Facit 1123
Facit 1123
Distinctive features:
Uses small-scale integrated circuits in dual-in-line (dil) packages and "Nixie"-type tube display.
Capabilities - 4 functions. The knob at top left of the keyboard sets the fixed position of the decimal point.
Display - 14 digits, "Nixie"-type tubes.
Technology - Has two 10" x 9" boards and one 10" x 3" board carrying many mall-Scale Integrated-Circuits (SSI) in dual-in-line (dil) packages made by Mitsubishi.
Size - 280 mm x 330 mm x 120 mm (11.0" x 13.0" x 4.7"), 5 Kg (11 lbs).
Made in Japan, for Atvidaberg-Facit, Sweden.
Dates from late 1960s/very early 1970s.
Facit were large producers of mechanical calculators, but their electronic calculators appear to have been made by others.
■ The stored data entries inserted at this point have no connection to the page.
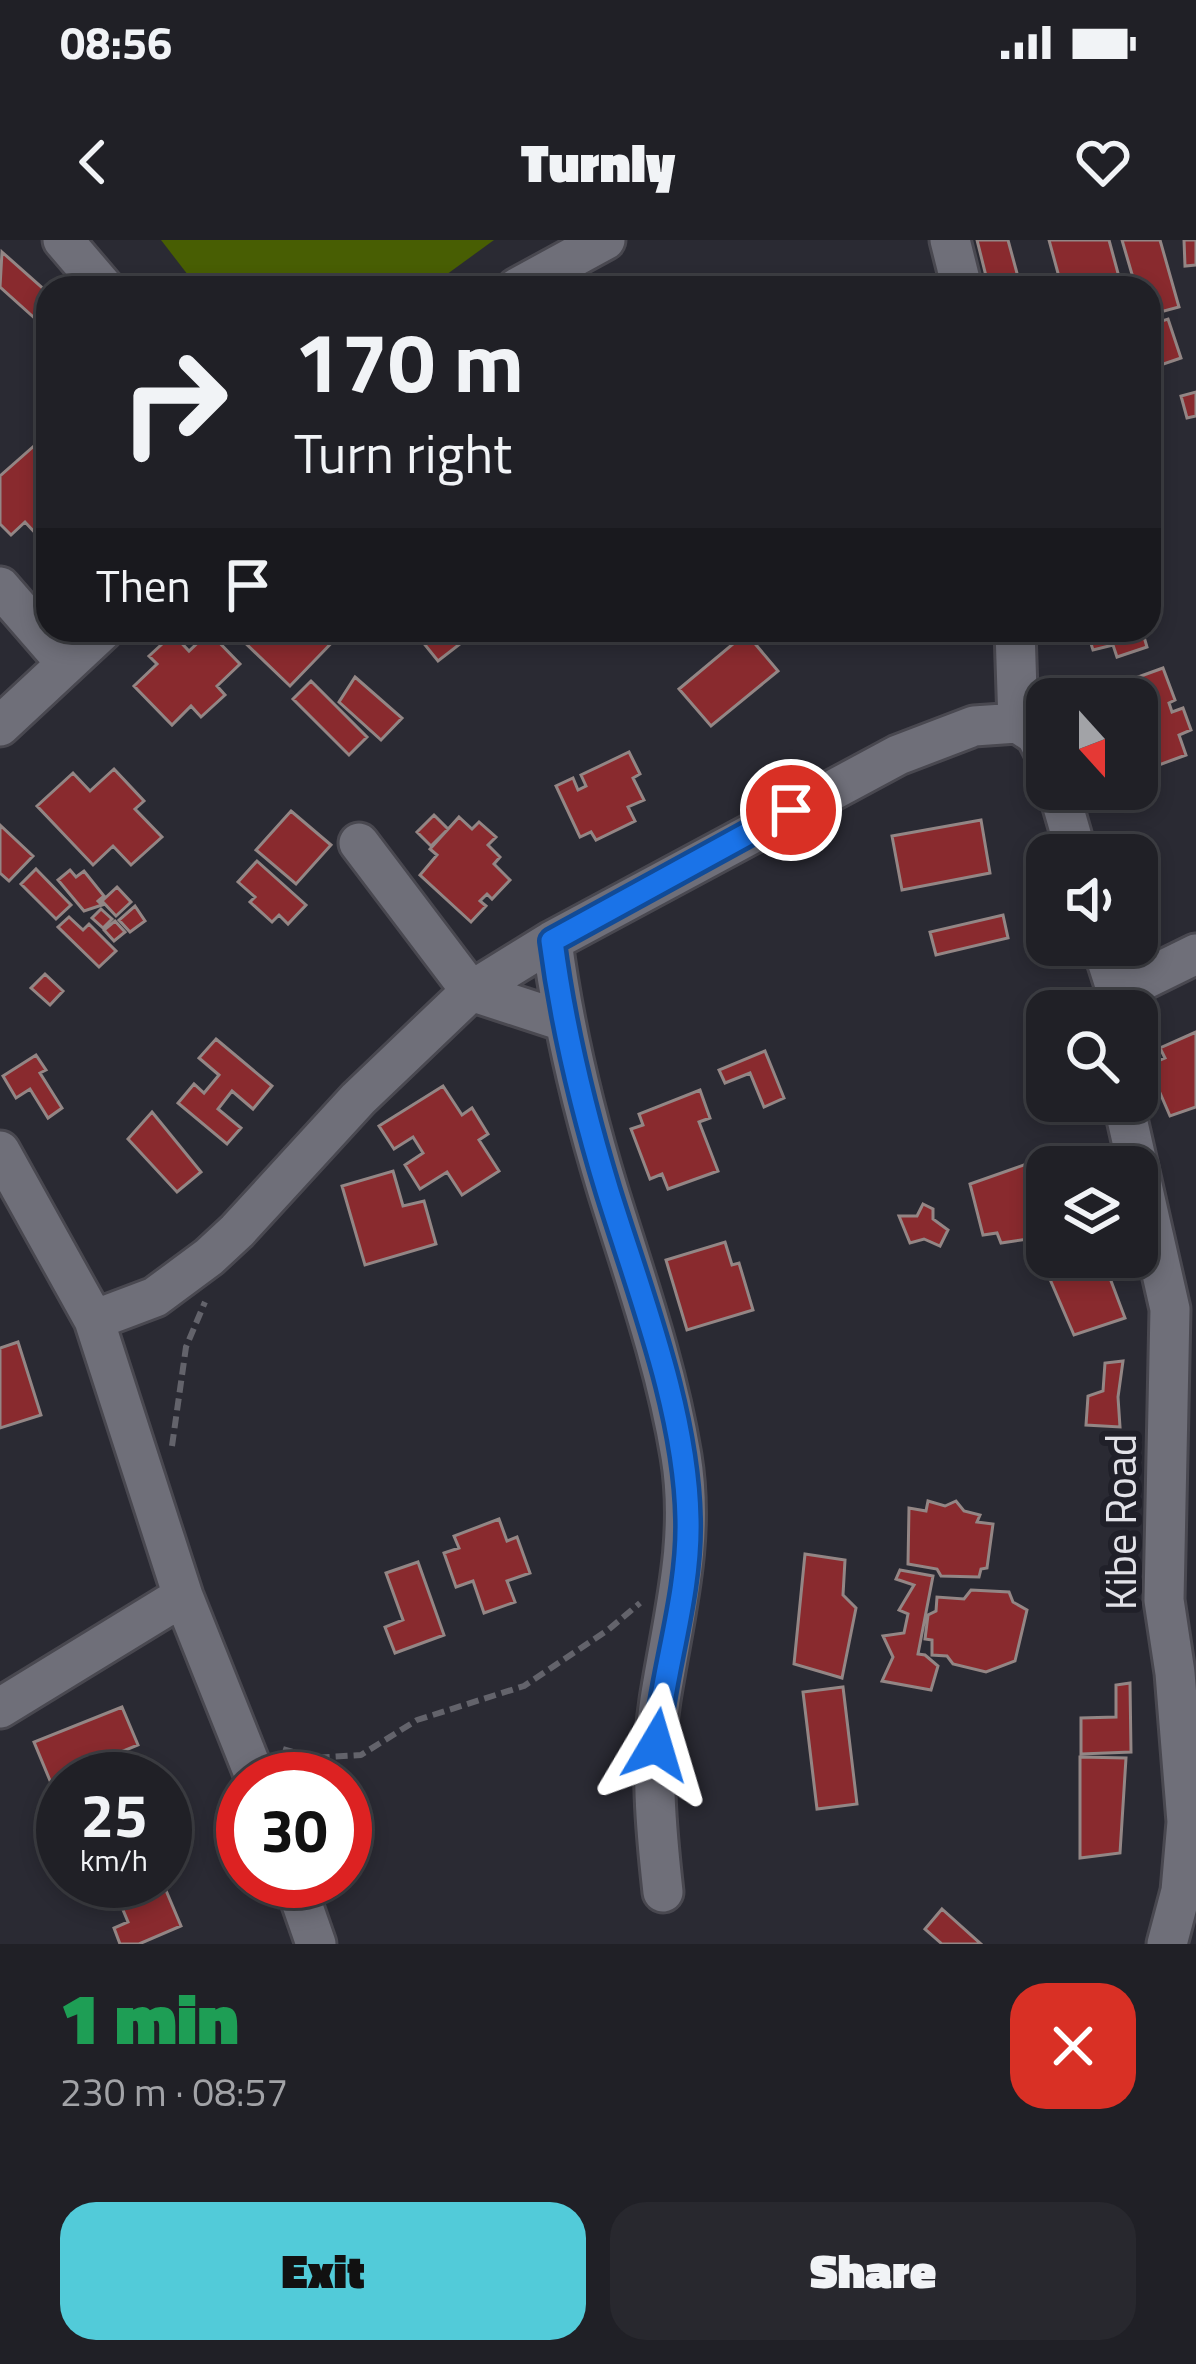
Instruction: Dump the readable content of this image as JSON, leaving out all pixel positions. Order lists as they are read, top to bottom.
{
  "streets": {
    "street": ["Kibe Road"]
  },
  "north": "bottom",
  "page": {
    "status": "08:56",
    "header": "Turnly",
    "turn": ["170 m", "Turn right"],
    "then": "Then",
    "speed": "25 km/h",
    "limit": "30",
    "heading": ["1 min", "230 m · 08:57"],
    "buttons": ["Exit", "Share"]
  }
}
In 1972 they were victims of the great drop in the price of electronic calculators and were taken over by Electrolux.
With the cover removed, showing the Nixie-type display tubes and the top, small, circuit board with integrated circuits in dual-inline (dil) packages.
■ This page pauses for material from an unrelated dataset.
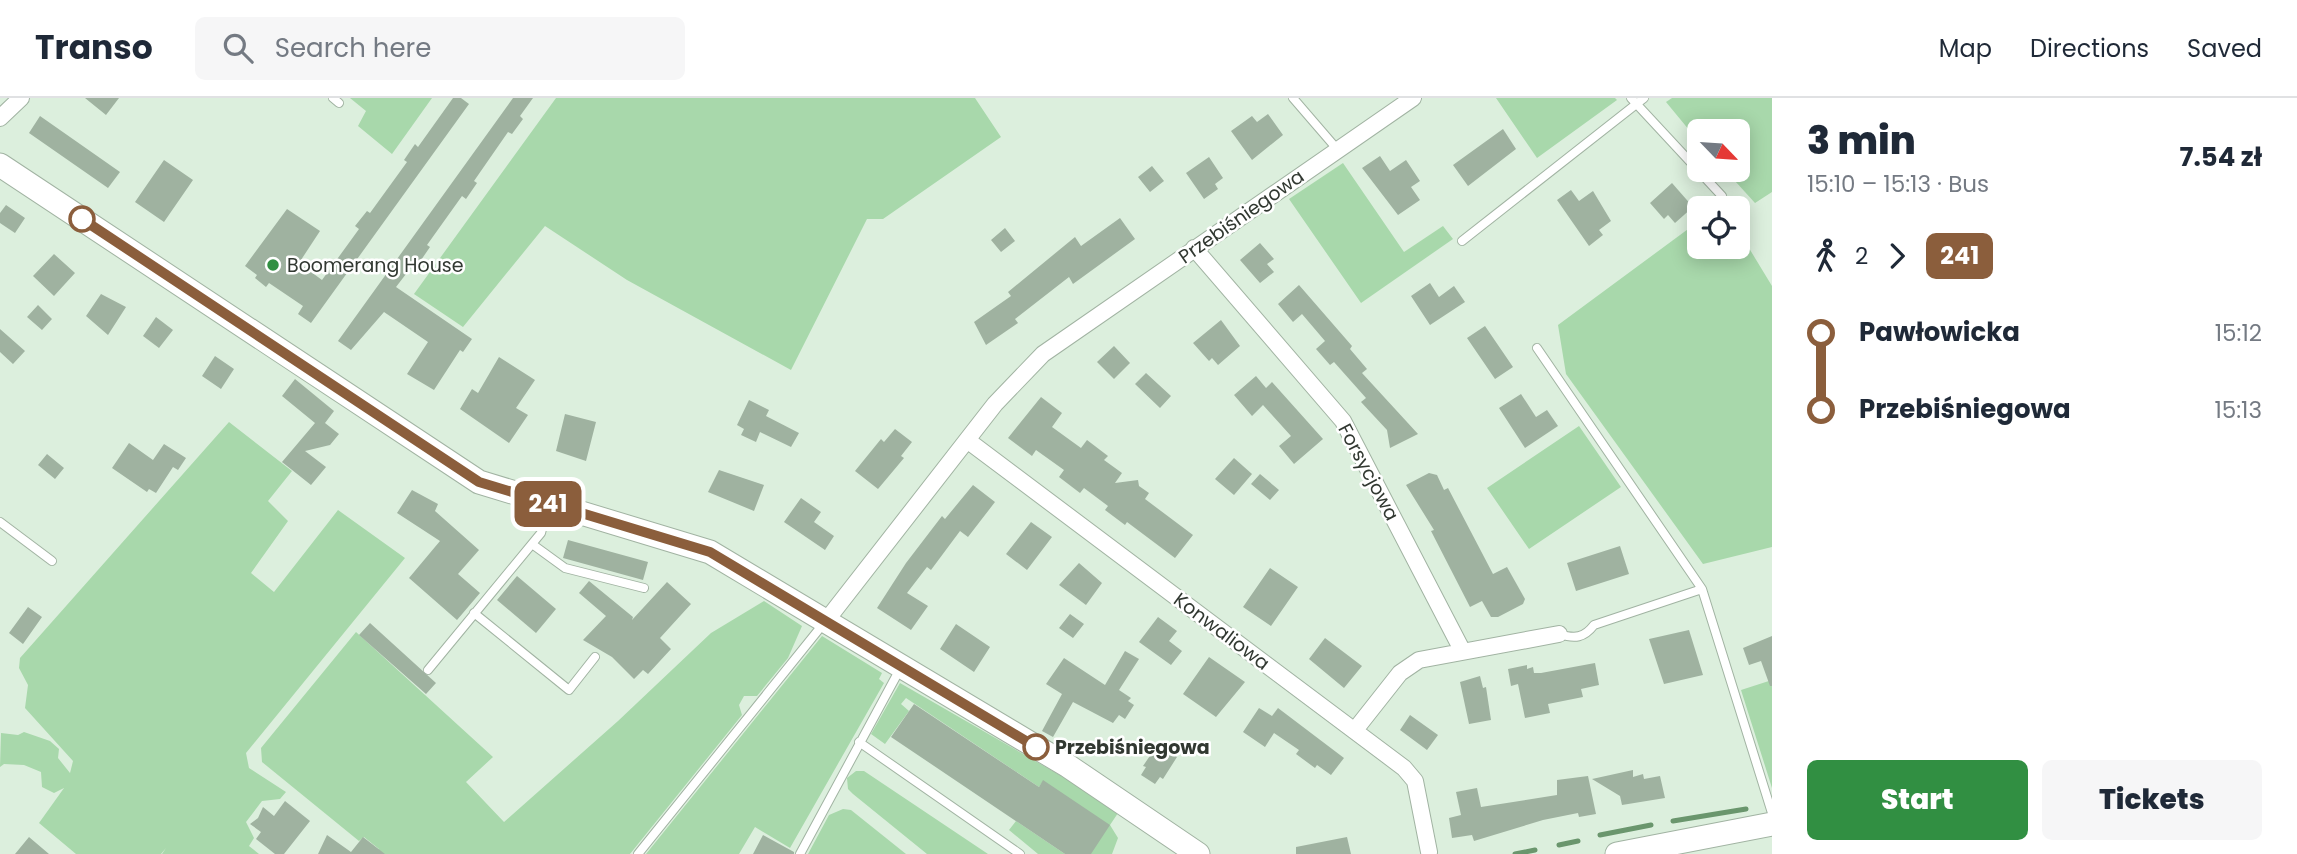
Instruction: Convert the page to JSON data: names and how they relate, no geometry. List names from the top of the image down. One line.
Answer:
{"streets":{"street":["Przebiśniegowa","Forsycjowa","Konwaliowa"]},"crossings":[["Przebiśniegowa","Forsycjowa"],["Przebiśniegowa","Konwaliowa"]],"places":["Boomerang House","Przebiśniegowa"],"lines":["bus line 241"],"north":"bottom right","page":{"header":"Transo","search":"Search here","nav":["Map","Directions","Saved"],"on_map":"241","heading":["3 min","15:10 – 15:13 · Bus","7.54 zł"],"legs":["2","241"],"list":[{"name":"Pawłowicka","value":"15:12"},{"name":"Przebiśniegowa","value":"15:13"}],"buttons":["Start","Tickets"]}}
Close up of the display tubes and driver components.
Underneath the calculator with the covers removed, showing the integrated circuits on the bottom circuit board.
Brent Hilpert has brilliantly reverse-engineered the Facit 1123 and has published information and a simulator at https://web.archive.org/web/20161117071139/http://www.cs.ubc.ca:80/~hilpert/eec/misc/ftf/index.html.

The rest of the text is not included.